In Australia's case, the tyranny of distance can played in the country's favour, meaning more components need to be made and servicing carried out locally, but Australia could use its existing steel and manufacturing industry to become a global leader in floating foundations.
With successive offshore wind industries having sprung up in East Asia and more recently the United States, the differing conditions also caused havoc.
"In the North Sea, we've been fiddling around for 10 years, we made any mistake we could, and then we went to Taiwan, and it was completely different, different waves, different soil, and then we went to the States, and the same thing [happened]," Dr van der Tempel said.
"When you go into a new geographical area, make sure you understand what the others did wrong."
What was similar at all sites, however, was that initial plans were met with community push-back, but once test sites were set up and locals became more familiar with the sight and technology, the animosity towards the turbines faded.
"We're in an onshore wind project in Newfoundland in Canada, and I think it was nearly 50 per cent against when we started, so we started educating, telling people what it was," Dr van der Tempel said.

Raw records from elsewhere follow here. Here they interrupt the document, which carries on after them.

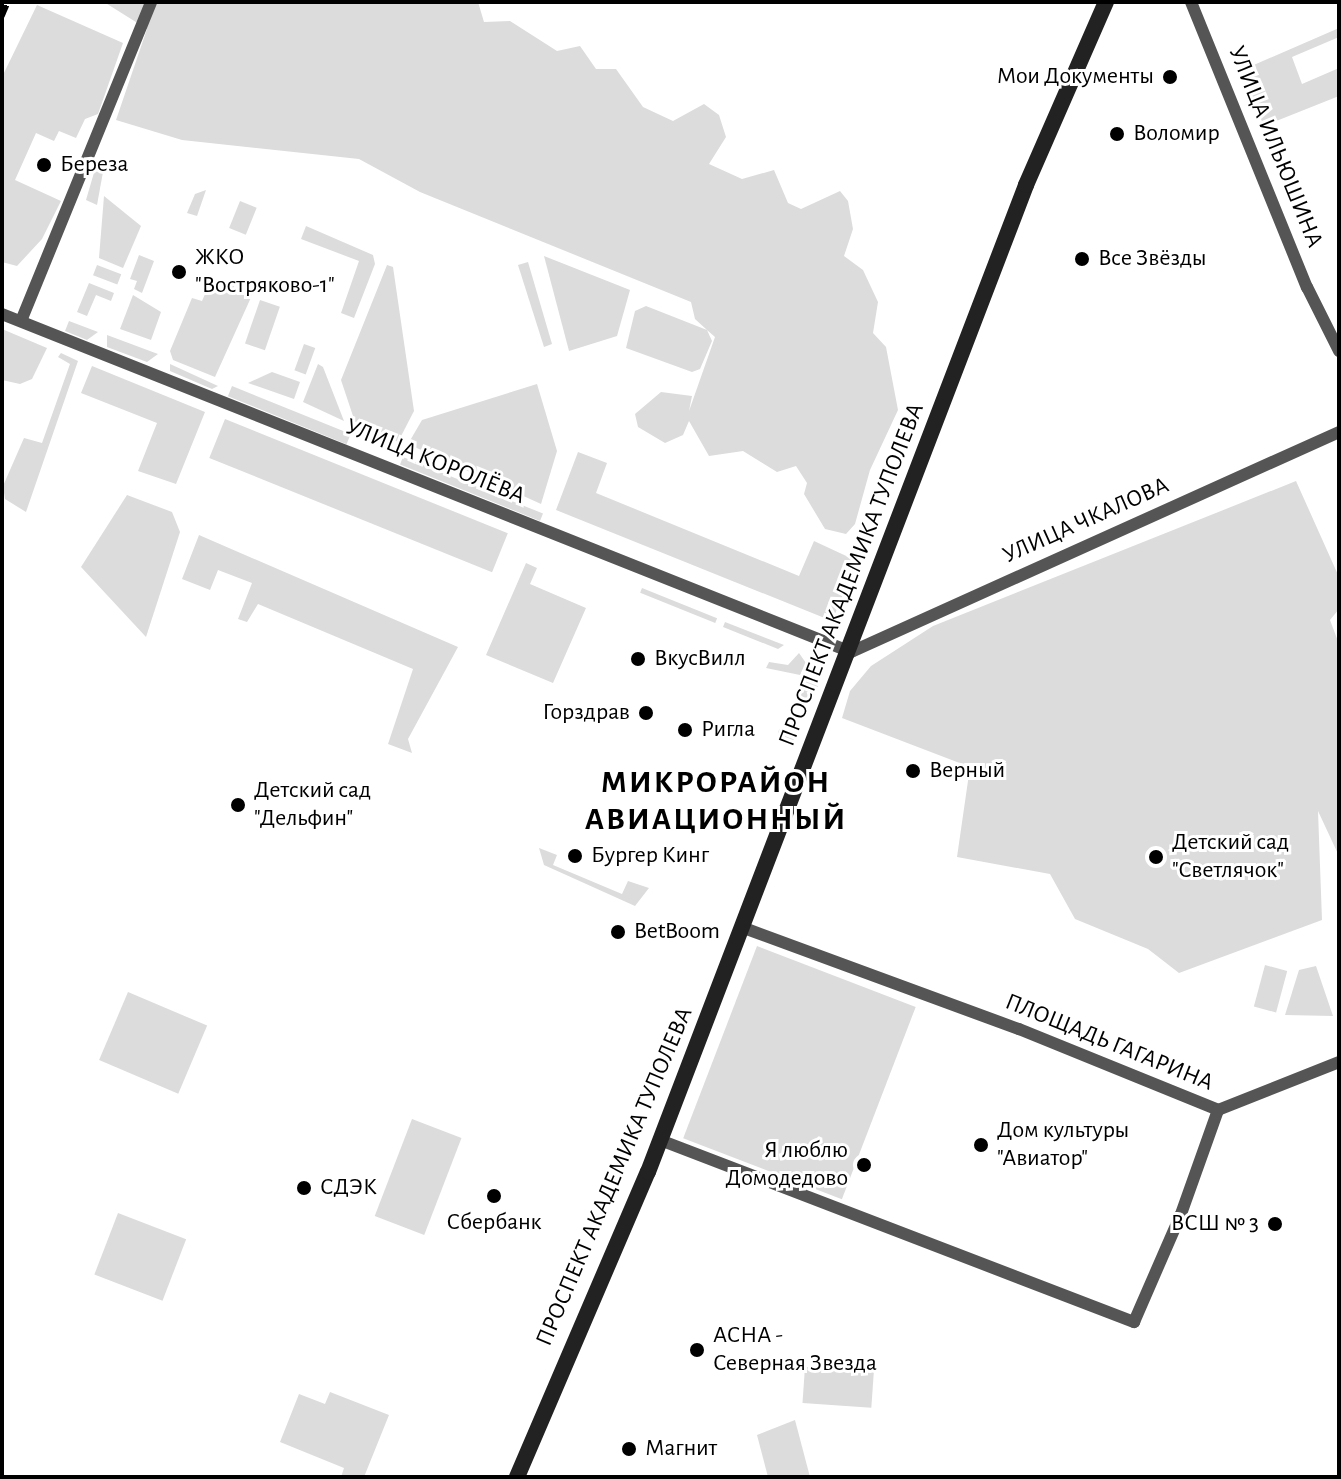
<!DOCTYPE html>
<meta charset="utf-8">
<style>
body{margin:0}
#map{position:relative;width:1341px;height:1479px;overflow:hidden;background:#fff;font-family:"Alegreya Sans",sans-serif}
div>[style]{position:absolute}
.green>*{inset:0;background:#dcdcdc;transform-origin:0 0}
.round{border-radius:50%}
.street>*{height:12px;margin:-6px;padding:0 6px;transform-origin:6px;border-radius:6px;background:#555}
.secondary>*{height:16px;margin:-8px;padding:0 8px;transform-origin:8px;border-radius:8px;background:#222}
.rail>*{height:5px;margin-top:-2.5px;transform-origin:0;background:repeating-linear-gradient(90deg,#000 0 12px,transparent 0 16px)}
.dots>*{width:22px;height:22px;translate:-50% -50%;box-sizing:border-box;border:4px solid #fff;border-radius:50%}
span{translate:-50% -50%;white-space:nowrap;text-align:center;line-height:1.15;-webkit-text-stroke:6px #fff;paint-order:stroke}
.poi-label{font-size:24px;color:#000}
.right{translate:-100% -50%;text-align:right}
.left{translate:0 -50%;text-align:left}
.street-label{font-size:24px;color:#000}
.district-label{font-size:32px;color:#000;font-weight:700;letter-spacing:2px}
.frame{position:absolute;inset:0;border:4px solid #000;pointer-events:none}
</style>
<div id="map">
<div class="green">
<i style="clip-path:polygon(104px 2px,478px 2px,484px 22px,510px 21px,557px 51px,580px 46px,596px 69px,616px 69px,643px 107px,673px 121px,704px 104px,719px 115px,726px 137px,709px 164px,742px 179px,774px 170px,788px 203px,801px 209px,840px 191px,848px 201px,853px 229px,844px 256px,863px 270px,878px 302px,873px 333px,886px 347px,898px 410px,870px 470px,855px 524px,846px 534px,825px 529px,804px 494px,807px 483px,796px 466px,777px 472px,743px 451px,709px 456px,689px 421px,683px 435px,665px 443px,638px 427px,635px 414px,661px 392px,692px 396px,689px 411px,715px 337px,707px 330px,712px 341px,700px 369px,692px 372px,626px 348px,635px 311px,646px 306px,707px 330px,695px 319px,691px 302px,420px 192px,359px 159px,182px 140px,116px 120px,147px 29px)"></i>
<i style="clip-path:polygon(37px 5px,123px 43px,98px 114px,85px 119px,76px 138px,59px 131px,54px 141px,36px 133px,15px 180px,61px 201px,42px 239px,17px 266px,2px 262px,2px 77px)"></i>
<i style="clip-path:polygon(1339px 28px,1339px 37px,1292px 57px,1302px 84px,1339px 68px,1339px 96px,1264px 126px,1240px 71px)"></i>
<i style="clip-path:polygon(98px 159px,105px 161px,97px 205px,86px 200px)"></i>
<i style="clip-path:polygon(206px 190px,197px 216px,187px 213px,195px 194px)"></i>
<i style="clip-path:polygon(104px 196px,141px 226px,123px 268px,99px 258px)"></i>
<i style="left:240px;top:201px;width:18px;height:29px;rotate:22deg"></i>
<i style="clip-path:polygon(306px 226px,373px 255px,375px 264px,354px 318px,341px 313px,359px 261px,301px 239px)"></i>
<i style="clip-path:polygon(139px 255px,154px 261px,142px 293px,134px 289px,137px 281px,130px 279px)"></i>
<i style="clip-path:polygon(544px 256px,630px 290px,617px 336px,569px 351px)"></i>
<i style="clip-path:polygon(528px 262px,552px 344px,544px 347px,518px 265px)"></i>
<i style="left:97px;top:265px;width:26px;height:11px;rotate:21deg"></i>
<i style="clip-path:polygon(387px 265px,393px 267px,414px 411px,398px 442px,355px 422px,341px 380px)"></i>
<i style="clip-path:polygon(212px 278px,253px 293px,215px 377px,173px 360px,170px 351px,192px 298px,202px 301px)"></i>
<i style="clip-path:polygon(89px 283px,114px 293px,111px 301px,96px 295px,87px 316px,77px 312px)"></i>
<i style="clip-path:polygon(133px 295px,161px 312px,151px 340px,120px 329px)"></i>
<i style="left:260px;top:300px;width:21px;height:46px;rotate:19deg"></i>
<i style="clip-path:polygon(69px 321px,98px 332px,87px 340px,65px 331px)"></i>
<i style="clip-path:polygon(2px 329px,47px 348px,32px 379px,20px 384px,2px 380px)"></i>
<i style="clip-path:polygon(107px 335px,158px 354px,147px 362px,107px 347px)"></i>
<i style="left:304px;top:344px;width:12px;height:28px;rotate:20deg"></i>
<i style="clip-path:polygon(61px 353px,78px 361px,26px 512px,5px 499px,3px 486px,24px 438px,42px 443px,70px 364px,58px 357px)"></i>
<i style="clip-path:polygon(170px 364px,218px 386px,212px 389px,170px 371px)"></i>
<i style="clip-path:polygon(318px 364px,323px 367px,344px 421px,303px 402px)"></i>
<i style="clip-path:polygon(92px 366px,205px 412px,176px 484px,138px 471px,157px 423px,81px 393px)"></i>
<i style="clip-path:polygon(272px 372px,300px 382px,294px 399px,248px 383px)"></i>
<i style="clip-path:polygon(537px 384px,557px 451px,541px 504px,408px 444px,422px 420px)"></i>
<i style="left:232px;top:386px;width:128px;height:11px;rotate:22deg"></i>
<i style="left:225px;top:419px;width:305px;height:42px;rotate:22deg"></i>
<i style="clip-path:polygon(578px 452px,607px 463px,596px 493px,799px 576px,814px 541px,857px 561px,832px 621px,556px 510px)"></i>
<i style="left:403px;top:457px;width:151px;height:8px;rotate:22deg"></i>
<i style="clip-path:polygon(1296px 481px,1339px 577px,1339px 609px,1330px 620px,1339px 644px,1339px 856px,1318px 811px,1322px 920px,1179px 973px,1148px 949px,1075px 919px,1050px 874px,957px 857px,970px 767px,842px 718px,850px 691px,871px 666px,933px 626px)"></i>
<i style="clip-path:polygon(127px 495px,172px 512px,180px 532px,146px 637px,81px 567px)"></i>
<i style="clip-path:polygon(199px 535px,458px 647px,408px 739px,412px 753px,388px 744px,413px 669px,258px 604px,247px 622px,238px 619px,252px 583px,218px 570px,210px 590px,182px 579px)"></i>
<i style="clip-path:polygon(526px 563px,537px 568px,530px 584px,586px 608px,553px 683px,486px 655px)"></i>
<i style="left:642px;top:588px;width:81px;height:5px;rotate:22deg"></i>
<i style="clip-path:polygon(725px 622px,784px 645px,778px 649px,723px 627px)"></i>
<i style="clip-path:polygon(799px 653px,806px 663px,800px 675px,766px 668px,769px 662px,788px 665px)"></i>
<i style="clip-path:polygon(817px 671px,823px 673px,812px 703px,802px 707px,797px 692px,807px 676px)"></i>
<i class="round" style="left:778px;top:725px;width:18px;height:18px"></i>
<i style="clip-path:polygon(539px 848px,557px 855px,553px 865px,622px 894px,628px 881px,649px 888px,635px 906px,544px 865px)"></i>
<i style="left:757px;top:946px;width:170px;height:206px;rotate:21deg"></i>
<i style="left:1265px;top:965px;width:23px;height:43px;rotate:15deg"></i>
<i style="clip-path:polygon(1316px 966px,1333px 1016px,1285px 1015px,1299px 970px)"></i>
<i style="left:128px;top:992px;width:86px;height:74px;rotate:23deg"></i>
<i style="left:412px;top:1119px;width:53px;height:104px;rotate:21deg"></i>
<i style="left:118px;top:1213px;width:73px;height:66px;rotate:21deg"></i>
<i style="left:805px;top:1367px;width:69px;height:36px;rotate:4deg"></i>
<i style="clip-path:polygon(330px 1392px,389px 1415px,364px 1477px,341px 1477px,344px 1468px,280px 1442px,299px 1394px,325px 1404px)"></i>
<i style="clip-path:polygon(795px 1420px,810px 1477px,768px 1477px,757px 1435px)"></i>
</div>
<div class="street">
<i style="left:1191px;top:2px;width:308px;rotate:67.9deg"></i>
<i style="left:1307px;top:287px;width:72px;rotate:63.4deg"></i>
<i style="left:2px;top:314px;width:914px;rotate:21.71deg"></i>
<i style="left:851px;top:652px;width:535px;rotate:-24.27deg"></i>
<i style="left:21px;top:321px;width:344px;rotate:-67.8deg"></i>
<i style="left:744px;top:928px;width:293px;rotate:20.2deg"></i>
<i style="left:1019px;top:1029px;width:215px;rotate:22.1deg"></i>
<i style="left:1218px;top:1110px;width:130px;rotate:-21.6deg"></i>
<i style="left:660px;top:1140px;width:508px;rotate:21.01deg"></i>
<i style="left:1134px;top:1322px;width:118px;rotate:-66.5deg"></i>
<i style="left:1181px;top:1214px;width:110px;rotate:-70.4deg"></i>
</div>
<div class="secondary">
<i style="left:517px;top:1477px;width:332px;rotate:-66.8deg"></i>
<i style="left:648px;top:1172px;width:1057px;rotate:-69.04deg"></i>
<i style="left:1026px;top:185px;width:200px;rotate:-66.4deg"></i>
</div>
<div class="rail">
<i style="left:2px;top:16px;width:15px;rotate:-67deg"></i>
</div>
<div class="dots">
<i style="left:1170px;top:77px;background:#000"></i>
<i style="left:1117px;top:134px;background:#000"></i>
<i style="left:44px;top:165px;background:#000"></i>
<i style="left:1082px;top:259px;background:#000"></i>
<i style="left:179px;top:272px;background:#000"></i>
<i style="left:638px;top:659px;background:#000"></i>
<i style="left:646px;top:713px;background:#000"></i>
<i style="left:685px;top:730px;background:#000"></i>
<i style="left:913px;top:771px;background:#000"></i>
<i style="left:238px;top:805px;background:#000"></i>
<i style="left:575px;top:856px;background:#000"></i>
<i style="left:1156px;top:857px;background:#000"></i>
<i style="left:618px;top:932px;background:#000"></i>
<i style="left:981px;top:1145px;background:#000"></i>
<i style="left:864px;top:1165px;background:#000"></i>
<i style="left:304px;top:1188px;background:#000"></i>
<i style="left:494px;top:1196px;background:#000"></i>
<i style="left:1275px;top:1224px;background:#000"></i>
<i style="left:697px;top:1350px;background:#000"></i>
<i style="left:629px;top:1449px;background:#000"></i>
</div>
<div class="poi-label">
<span class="right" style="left:1154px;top:77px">Мои Документы</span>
<span class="left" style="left:1133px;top:134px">Воломир</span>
<span class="left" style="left:60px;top:165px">Береза</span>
<span class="left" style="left:195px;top:272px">ЖКО<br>"Востряково-1"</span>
<span class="left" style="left:1098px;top:259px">Все Звёзды</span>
<span class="left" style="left:654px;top:659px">ВкусВилл</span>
<span class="right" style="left:630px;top:713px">Горздрав</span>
<span class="left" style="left:701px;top:730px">Ригла</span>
<span class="left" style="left:929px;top:771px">Верный</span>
<span class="left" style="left:254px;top:805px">Детский сад<br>"Дельфин"</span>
<span class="left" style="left:1172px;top:857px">Детский сад<br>"Светлячок"</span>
<span class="left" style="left:591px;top:856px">Бургер Кинг</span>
<span class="left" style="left:634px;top:932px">BetBoom</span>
<span class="left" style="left:997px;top:1145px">Дом культуры<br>"Авиатор"</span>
<span class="right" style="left:848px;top:1165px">Я люблю<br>Домодедово</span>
<span class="left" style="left:320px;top:1188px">СДЭК</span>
<span style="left:494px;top:1223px">Сбербанк</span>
<span class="right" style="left:1259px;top:1224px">ВСШ № 3</span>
<span class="left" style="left:713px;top:1350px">АСНА -<br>Северная Звезда</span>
<span class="left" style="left:645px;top:1449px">Магнит</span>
</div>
<div class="street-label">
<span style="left:1275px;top:147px;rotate:68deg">УЛИЦА ИЛЬЮШИНА</span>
<span style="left:435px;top:462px;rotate:22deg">УЛИЦА КОРОЛЁВА</span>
<span style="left:1086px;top:521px;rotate:-24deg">УЛИЦА ЧКАЛОВА</span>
<span style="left:852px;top:575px;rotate:-69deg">ПРОСПЕКТ АКАДЕМИКА ТУПОЛЕВА</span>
<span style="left:1109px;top:1043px;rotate:22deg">ПЛОЩАДЬ ГАГАРИНА</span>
<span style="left:615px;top:1177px;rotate:-67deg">ПРОСПЕКТ АКАДЕМИКА ТУПОЛЕВА</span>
</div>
<div class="district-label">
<span style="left:716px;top:801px">МИКРОРАЙОН<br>АВИАЦИОННЫЙ</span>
</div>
<div class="frame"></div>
</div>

"There was actually a huge benefit, they got better roads, better data, and then they got jobs, and by having conversations with communities, reaching out and explaining it to people they will understand that it's good."
Concerns around environmental impact could be lessened by - for example - turning off the wind towers when birds would migrate, or reducing installation noise to avoid disrupting marine mammals. At the same time, taking a wider approach, such as identifying the main threat to certain migratory bird species were foxes in Scotland, rather than wind turbines in the Netherlands, changed conversations.
"Your cat, your car, over a year's time, kill 10s, 20 or 30 times more birds than wind turbines."
With Port Kembla in the running to not only provide support for a proposed offshore wind zone in the Illawarra, but also as far south as Gippsland, Dr van der Tempel said it was not uncommon for ports with the right infrastructure vast distances away to be part of an offshore wind industry.
"There's floating turbines being constructed and built up on the quay side in the Port of Rotterdam, to go to Scotland, about the same distance [from Port Kembla to Gippsland]."
In Wollongong to speak with pro wind turbine group Good for the Gong, Dr van der Tempel said there was a limit to what other renewable energy technologies could do in assisting the transition to a green grid, and that offshore wind had the potential to fill that gap, while supporting jobs and industries in the Illawarra.
"You can't cover the entire Illawarra in solar panels, [offshore wind] is the quickest way to build significant power production capacity," he said. "It's trying to educate people, who want to get out of their echo chambers and have a grown up conversation."